The moment when this aching, enchanting show tips over from being simply great to exceptional is easy to spot. Towards the end, a simple white dot of light floats across a screen. And people start sobbing.

It is a testament to Australian theatre company Weeping Spoon’s skilful storytelling that through the solitary performer melding animation, songs, puppetry and live action, you care deeply about what is essentially a bike light dangling from a stick.

But before we get to the sobbing, there is a grand adventure. The seas have risen. Most of mankind has drowned. And Alvin Sputnik has just lost his wife. Her soul has drifted to the bottom of the now endless ocean. All this in the first five minutes.

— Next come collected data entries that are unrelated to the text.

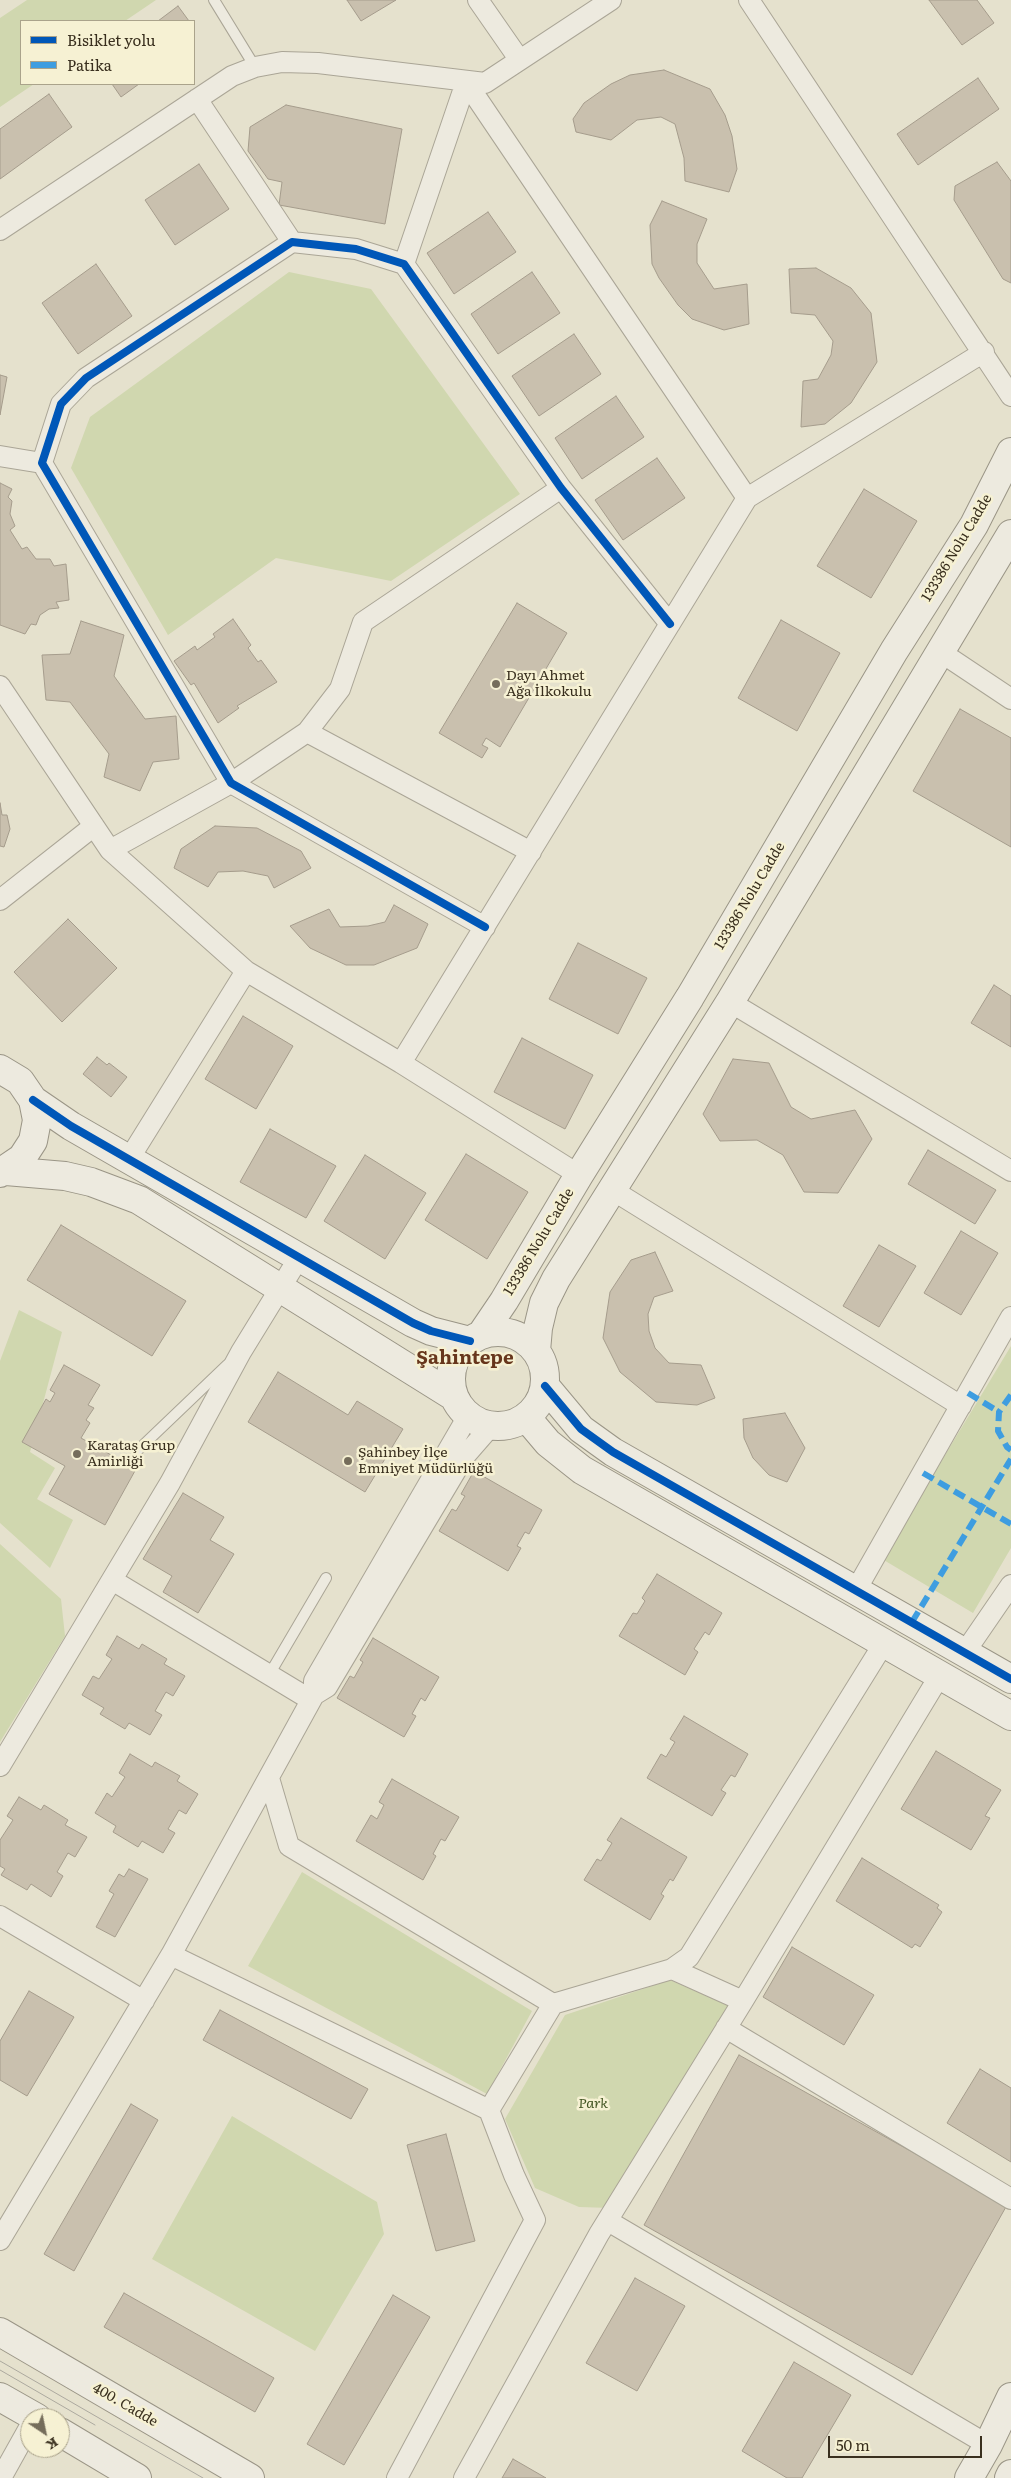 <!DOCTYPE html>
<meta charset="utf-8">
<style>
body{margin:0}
#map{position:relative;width:1011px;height:2478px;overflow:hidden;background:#e5e1cd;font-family:Literata,serif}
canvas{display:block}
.legend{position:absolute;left:20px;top:20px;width:175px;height:65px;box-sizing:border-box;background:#f6f1d3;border:1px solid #aaa38b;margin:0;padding:6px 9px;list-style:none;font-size:15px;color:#392f1e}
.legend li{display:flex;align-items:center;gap:10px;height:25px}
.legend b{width:25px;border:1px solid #aaa38b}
.north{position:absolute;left:20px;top:2408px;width:50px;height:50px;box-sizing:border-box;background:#f6f1d3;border:1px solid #aaa38b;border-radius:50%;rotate:146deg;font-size:14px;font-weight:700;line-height:20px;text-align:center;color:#392f1e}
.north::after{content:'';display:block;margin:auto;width:18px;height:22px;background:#756d5b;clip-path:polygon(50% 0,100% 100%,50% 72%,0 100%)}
.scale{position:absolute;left:828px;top:2436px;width:154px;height:22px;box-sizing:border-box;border:2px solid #392f1e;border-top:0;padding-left:6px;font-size:15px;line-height:18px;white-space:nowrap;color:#392f1e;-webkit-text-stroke:4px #f6f1d3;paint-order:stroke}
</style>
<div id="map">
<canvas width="1011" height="2478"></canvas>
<ul class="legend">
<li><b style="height:6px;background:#0057b8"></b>Bisiklet yolu</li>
<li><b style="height:6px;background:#3e9de0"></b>Patika</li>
</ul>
<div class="north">K</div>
<div class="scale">50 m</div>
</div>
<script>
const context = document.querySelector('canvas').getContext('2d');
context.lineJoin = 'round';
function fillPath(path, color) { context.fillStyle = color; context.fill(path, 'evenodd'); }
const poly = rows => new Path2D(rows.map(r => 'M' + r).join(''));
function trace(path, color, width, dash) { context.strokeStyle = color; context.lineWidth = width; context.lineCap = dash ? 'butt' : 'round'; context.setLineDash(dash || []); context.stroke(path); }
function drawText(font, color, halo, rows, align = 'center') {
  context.font = font + ' Literata,serif'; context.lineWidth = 5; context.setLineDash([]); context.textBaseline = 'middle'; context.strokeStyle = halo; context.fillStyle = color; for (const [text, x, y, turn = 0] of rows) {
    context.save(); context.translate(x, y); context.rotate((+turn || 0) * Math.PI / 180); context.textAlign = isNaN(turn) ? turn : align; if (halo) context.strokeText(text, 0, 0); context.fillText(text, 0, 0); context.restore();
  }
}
fillPath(poly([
 [27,0,156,0,125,21,21,21,21,84,34,84,0,107,0,18],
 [289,272,371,289,520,494,391,581,276,558,168,635,71,468,90,417],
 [19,1310,62,1332,30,1452,55,1468,37,1499,73,1520,50,1568,0,1523,0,1361],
 [1011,1346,1011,1548,973,1613,882,1559],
 [0,1544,61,1599,65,1636,0,1742],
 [302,1872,532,2011,487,2094,248,1966],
 [670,1980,729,2006,611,2208,579,2207,535,2188,505,2119,565,2015],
 [232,2116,377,2202,384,2234,315,2351,152,2259]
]), '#d0d7af');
const building = poly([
 [347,0,396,0,361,21,347,0],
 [929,0,977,0,994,23,962,45,929,0],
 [178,6,189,21,158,21,178,6],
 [664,70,710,89,725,115,732,136,737,169,729,192,685,181,684,158,675,124,661,117,637,120,611,140,576,132,573,119,584,103,611,84,630,75,664,70],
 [978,78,999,109,918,165,897,134,978,78],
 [112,84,139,84,121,97,112,84],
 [49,94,72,127,0,179,0,129,49,94],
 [286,105,402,129,385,224,279,205,282,182,268,179,248,151,250,127,286,105],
 [997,162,1011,181,1011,283,1003,279,954,200,955,186,997,162],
 [199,164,229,209,175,245,145,200,199,164],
 [662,201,707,219,697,244,697,263,714,289,747,284,749,324,724,330,692,319,678,305,659,278,652,264,650,225,662,201],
 [488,212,516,252,454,294,427,253,488,212],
 [96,264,132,316,78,354,42,303,96,264],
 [816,268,851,288,871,313,877,362,851,403,825,424,801,427,803,381,818,379,831,355,833,341,815,315,791,313,789,269,816,268],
 [532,272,560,313,498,354,471,314,532,272],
 [574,334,601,374,539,416,512,376,574,334],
 [0,375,7,377,0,415,0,375],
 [616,396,644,437,582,479,555,438,616,396],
 [657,458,685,498,623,540,595,500,657,458],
 [0,483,12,489,8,497,12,501,10,514,15,526,10,530,22,549,27,547,36,559,50,559,54,566,66,564,69,600,56,602,59,608,49,609,40,615,36,625,31,624,25,634,0,625,0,483],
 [864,489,917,521,871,598,817,566,864,489],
 [517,603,567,633,500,747,486,738,482,745,488,748,482,758,439,733,517,603],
 [233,619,251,645,248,648,258,662,261,660,277,682,237,706,239,708,218,723,194,683,191,685,174,661,195,646,197,650,215,637,213,634,233,619],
 [781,620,840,653,797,731,738,698,781,620],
 [81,621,124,635,114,676,145,719,176,716,179,759,153,762,140,791,104,777,109,754,70,702,46,700,42,655,70,654,81,621],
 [960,709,1011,738,1011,847,913,791,960,709],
 [0,803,2,815,7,815,10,829,4,847,0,846,0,803],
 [215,826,257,828,301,851,311,868,274,888,268,876,243,871,218,872,208,887,174,868,181,849,215,826],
 [394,905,428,924,417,948,374,965,346,965,310,948,290,926,329,909,340,927,368,926,385,922,394,905],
 [68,919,117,968,62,1022,14,972,68,919],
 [578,943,647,978,618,1034,549,999,578,943],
 [994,985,1011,996,1011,1047,971,1023,994,985],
 [243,1016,293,1046,256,1109,205,1079,243,1016],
 [522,1038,593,1075,565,1129,494,1092,522,1038],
 [97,1057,107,1065,109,1063,127,1077,111,1097,83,1074,97,1057],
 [733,1059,769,1063,791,1107,811,1119,855,1110,872,1139,838,1193,804,1192,783,1155,757,1140,720,1141,703,1114,733,1059],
 [270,1129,336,1166,306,1218,240,1182,270,1129],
 [928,1150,996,1190,975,1224,908,1184,928,1150],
 [466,1154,528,1192,487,1259,425,1220,466,1154],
 [365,1155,426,1193,385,1259,324,1221,365,1155],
 [61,1225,186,1301,152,1356,27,1280,61,1225],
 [961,1231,998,1253,961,1315,924,1293,961,1231],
 [879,1245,916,1266,879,1327,843,1306,879,1245],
 [655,1252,673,1291,654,1297,648,1314,649,1331,655,1348,669,1363,701,1365,715,1398,697,1405,656,1402,620,1372,603,1338,610,1292,631,1260,655,1252],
 [64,1365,100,1385,88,1405,94,1408,86,1420,90,1423,81,1438,136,1469,105,1525,49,1494,65,1466,22,1442,46,1399,50,1402,55,1393,50,1390,64,1365],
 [278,1372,348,1415,357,1401,403,1429,365,1492,248,1422,278,1372],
 [785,1413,805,1448,787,1482,769,1475,753,1458,744,1438,743,1419,785,1413],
 [474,1471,542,1510,529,1534,525,1532,517,1546,521,1548,508,1571,439,1531,452,1509,456,1511,465,1496,461,1494,474,1471],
 [183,1493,224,1517,210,1540,234,1554,198,1613,163,1592,172,1576,143,1559,183,1493],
 [657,1574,722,1613,709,1635,705,1632,694,1649,698,1652,685,1675,619,1636,633,1613,637,1614,645,1601,642,1598,657,1574],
 [117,1636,139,1649,142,1644,167,1659,164,1664,185,1676,173,1696,166,1692,155,1711,162,1715,150,1735,129,1723,125,1729,100,1714,104,1708,82,1695,93,1676,99,1679,112,1659,106,1655,117,1636],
 [373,1638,439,1677,425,1701,421,1698,412,1714,416,1716,404,1737,337,1698,350,1676,354,1678,363,1662,360,1660,373,1638],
 [684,1716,748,1754,735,1777,731,1775,721,1790,726,1793,712,1816,647,1778,661,1754,666,1757,675,1742,670,1739,684,1716],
 [936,1751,1001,1790,985,1816,990,1818,971,1850,901,1809,936,1751],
 [130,1754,152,1767,155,1762,180,1776,177,1781,198,1794,186,1814,179,1810,168,1829,175,1833,163,1853,142,1841,138,1847,113,1832,116,1826,95,1813,107,1793,112,1797,125,1777,119,1773,130,1754],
 [392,1779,459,1817,445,1841,441,1839,433,1854,436,1856,423,1880,356,1841,371,1815,377,1819,384,1805,379,1802,392,1779],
 [19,1797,41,1810,44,1805,68,1820,65,1825,87,1837,75,1857,68,1853,57,1872,63,1876,51,1897,31,1884,27,1890,1,1875,5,1869,0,1866,0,1840,13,1820,7,1816,19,1797],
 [621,1818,687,1857,673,1881,670,1879,661,1894,664,1896,650,1920,584,1880,597,1859,601,1861,612,1843,607,1840,621,1818],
 [862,1858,939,1905,937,1908,942,1912,920,1947,915,1944,912,1948,836,1901,862,1858],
 [129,1869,148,1879,115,1937,96,1927,114,1894,109,1891,119,1874,124,1877,129,1869],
 [792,1947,874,1995,844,2045,763,1997,792,1947],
 [29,1991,74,2017,27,2096,0,2080,0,2041,29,1991],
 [220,2010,368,2089,351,2119,203,2040,220,2010],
 [739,2055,1007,2205,912,2375,644,2225,739,2055],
 [980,2069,1011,2088,1011,2162,947,2123,980,2069],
 [131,2104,158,2120,74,2271,44,2254,131,2104],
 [446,2134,475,2241,436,2251,407,2145,446,2134],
 [635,2278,685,2306,637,2391,586,2363,635,2278],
 [124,2293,274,2378,255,2412,104,2327,124,2293],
 [393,2295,430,2317,344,2465,307,2444,393,2295],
 [794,2362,851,2395,802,2478,787,2478,742,2451,794,2362],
 [513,2459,546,2478,502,2478,513,2459]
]);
fillPath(building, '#c9c0ae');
trace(building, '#a59c8c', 1);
const lane = poly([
 [214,0,255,67],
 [137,1451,227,1365],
 [269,1675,326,1578]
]);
const street = poly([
 [478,0,519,59],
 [749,0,1011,396],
 [466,82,747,498,984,352],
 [197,99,292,242],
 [0,230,232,76,255,67,282,62,318,63,485,83,611,0],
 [404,264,466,82],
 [0,456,42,463],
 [939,651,1011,699],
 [0,686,110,850,246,971,401,1063],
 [307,732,531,852],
 [110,850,231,783,307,732,340,689,363,622,561,488],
 [0,900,94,826],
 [485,927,231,783,42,463,61,404,86,378,292,242,356,249,404,264,561,488,670,624],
 [730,1002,1011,1171],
 [129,1159,246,971],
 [579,1175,401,1063,747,498],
 [614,1191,961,1406],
 [112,1580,311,1700],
 [856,1590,1011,1317],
 [965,1652,1011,1585],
 [314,1695,327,1687,464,1457,491,1426],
 [0,1766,170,1483,241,1352,300,1256],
 [269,1778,289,1846,553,2004],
 [0,1916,144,2001],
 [171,1955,489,2110,514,2175,535,2220,397,2478],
 [672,1969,743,2001],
 [726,2028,1011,2199],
 [489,2110,553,2004,672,1969,689,1957,884,1643],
 [608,2221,988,2445],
 [0,2240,171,1955,314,1695,314,1681,468,1416],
 [1,2478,30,2426],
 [464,2478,599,2234,743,2001,940,1675]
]);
const secondary = poly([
 [0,1069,20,1081,33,1100,37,1120,33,1141,22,1158,0,1173],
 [33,1100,71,1126,413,1323,431,1331,470,1341],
 [6,1171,65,1176,91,1182,139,1200,453,1396],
 '451 1379a47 47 0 1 1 94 0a47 47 0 1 1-94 0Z',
 [481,1335,504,1301,579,1175,690,997,894,651,974,525,1011,452],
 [536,1351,538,1328,544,1303,556,1279,730,1002,1011,534],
 [545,1386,581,1429,613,1452,1011,1679],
 [526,1417,548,1443,582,1470,1011,1716],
 [0,2332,250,2478],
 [0,2397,37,2418],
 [60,2432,137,2478],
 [969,2478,988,2445,1011,2397],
 [1009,2478,1011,2474]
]);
trace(lane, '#aaa596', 12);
trace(street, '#aaa596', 22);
trace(secondary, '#9a9586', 30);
trace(lane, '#edeadf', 10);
trace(street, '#edeadf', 20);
trace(secondary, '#edeadf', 28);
trace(poly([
 [0,2361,203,2478],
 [0,2370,95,2425]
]), '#aca99f', 1);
trace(poly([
 [968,1393,999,1412],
 [1011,1395,999,1412,998,1431,1007,1447,1011,1450],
 [923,1473,1011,1524],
 [912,1622,1011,1459]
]), '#3e9de0', 6, [12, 6]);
trace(poly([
 [485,927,231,783,42,463,61,404,86,378,292,242,356,249,404,264,561,488,670,624],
 [33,1100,71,1126,413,1323,431,1331,470,1341],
 [545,1386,581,1429,613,1452,1011,1679]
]), '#0057b8', 8);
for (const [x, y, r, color] of [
 [496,684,5,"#756d5b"],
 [77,1454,5,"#756d5b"],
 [348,1461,5,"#756d5b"]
]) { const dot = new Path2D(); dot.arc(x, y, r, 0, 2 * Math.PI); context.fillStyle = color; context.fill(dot); trace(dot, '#f6f1d3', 2); }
drawText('14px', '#392f1e', '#f6f1d3', [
 ["133386 Nolu Cadde",957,548,-59],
 ["133386 Nolu Cadde",750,896,-59],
 ["133386 Nolu Cadde",539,1242,-59],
 ["400. Cadde",125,2405,30]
]);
drawText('14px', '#392f1e', '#f6f1d3', [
 ["Dayı Ahmet",506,676],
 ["Ağa İlkokulu",506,692],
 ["Karataş Grup",87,1446],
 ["Amirliği",87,1462],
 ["Şahinbey İlçe",358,1453],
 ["Emniyet Müdürlüğü",358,1469]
], 'left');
drawText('italic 14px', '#435624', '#f6f1d3', [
 ["Park",593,2104]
]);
drawText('bold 19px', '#67361c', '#f6f1d3', [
 ["Şahintepe",465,1358]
]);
</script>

All alone in this soggy world, Sputnik undertakes a mission to locate an underwater cavern that could save the world. Armed with a diving suit and a finite amount of air he plunges into the inky depths. Dancing whales, strange lights, and Giorgio Moroder await.

With its mixture of derring-do, humour and sadness, ...Alvin captures the melancholy and wonder of Pixar’s finest moments—the first ten minutes of Up, the wordless opening act of WALL·E—and creates a beautiful meditation on love, loss and longing.

And like Pixar, the show knows that it is not operatic gestures but the accumulation of little things that moves us: a submerged disco ball, a family together again, a single light in a dark ocean.

It will broadside you and blow your heart wide open.